3)  Liogier dit aussi se rendre au Congrès annuel de l’UOIF pour pour y tenir un discours « libre ». Certes, il est libre de ce qu’il dit. Mais s’il est si souvent invité, c’est qu’il tient un discours qui convient et qui arrange l’UOIF.

Tous les livres et interventions de Liogier vont dans le sens d’une critique de la laïcité française. Sa rengaine consiste à expliquer que le lobby médiatique et laïque — et non l’intégrisme ou le terrorisme — seraient responsables de la « mauvaise image » de l’Islam.

A propos de l’UOIF, il déclare : « On nous dit que c’est une organisation islamiste, quelque chose d’extrêmement dur, moi ce que j’ai trouvé dès la première année où j’y suis allé, c’est qu’ils étaient au contraire plutôt mous » (voir la vidéo ci-dessous).

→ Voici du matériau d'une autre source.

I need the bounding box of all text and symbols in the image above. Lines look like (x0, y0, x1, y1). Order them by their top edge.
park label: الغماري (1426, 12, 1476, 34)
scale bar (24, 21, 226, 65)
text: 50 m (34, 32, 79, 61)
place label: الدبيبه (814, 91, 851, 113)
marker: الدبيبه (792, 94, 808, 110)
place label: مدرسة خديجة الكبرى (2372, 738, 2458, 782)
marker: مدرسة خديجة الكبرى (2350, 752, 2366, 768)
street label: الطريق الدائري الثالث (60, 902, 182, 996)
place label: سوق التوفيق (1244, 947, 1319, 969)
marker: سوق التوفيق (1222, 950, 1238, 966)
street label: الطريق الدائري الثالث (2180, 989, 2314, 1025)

Car oui, parfois, il réalise carrément des vidéos sur Oumma.com pour appeler à la « désobéissance civile » et à manifester en voile intégral pour défier la loi qui l’interdit, comme lors d’une « Muslim pride » qu’il a imaginée.

 

Suite à la publication de cet article la vidéo sur youtube a été supprimée. On peut toujours la visionner sur le site de Oumma Tv http://www.oummatv.tv/Raphael-Liogier-Les-francais

 

 

L’intimidation intellectuelle et la malhonnêteté sont des techniques assez habituelles pour empêcher toute alerte envers l’islamisme chez ce « chercheur », à l’origine de la pétition de soutien à Jean-Louis Bianco, avec Jean Baubérot, et qui dirige l’Observatoire du religieux depuis 2006. Quelques exemples.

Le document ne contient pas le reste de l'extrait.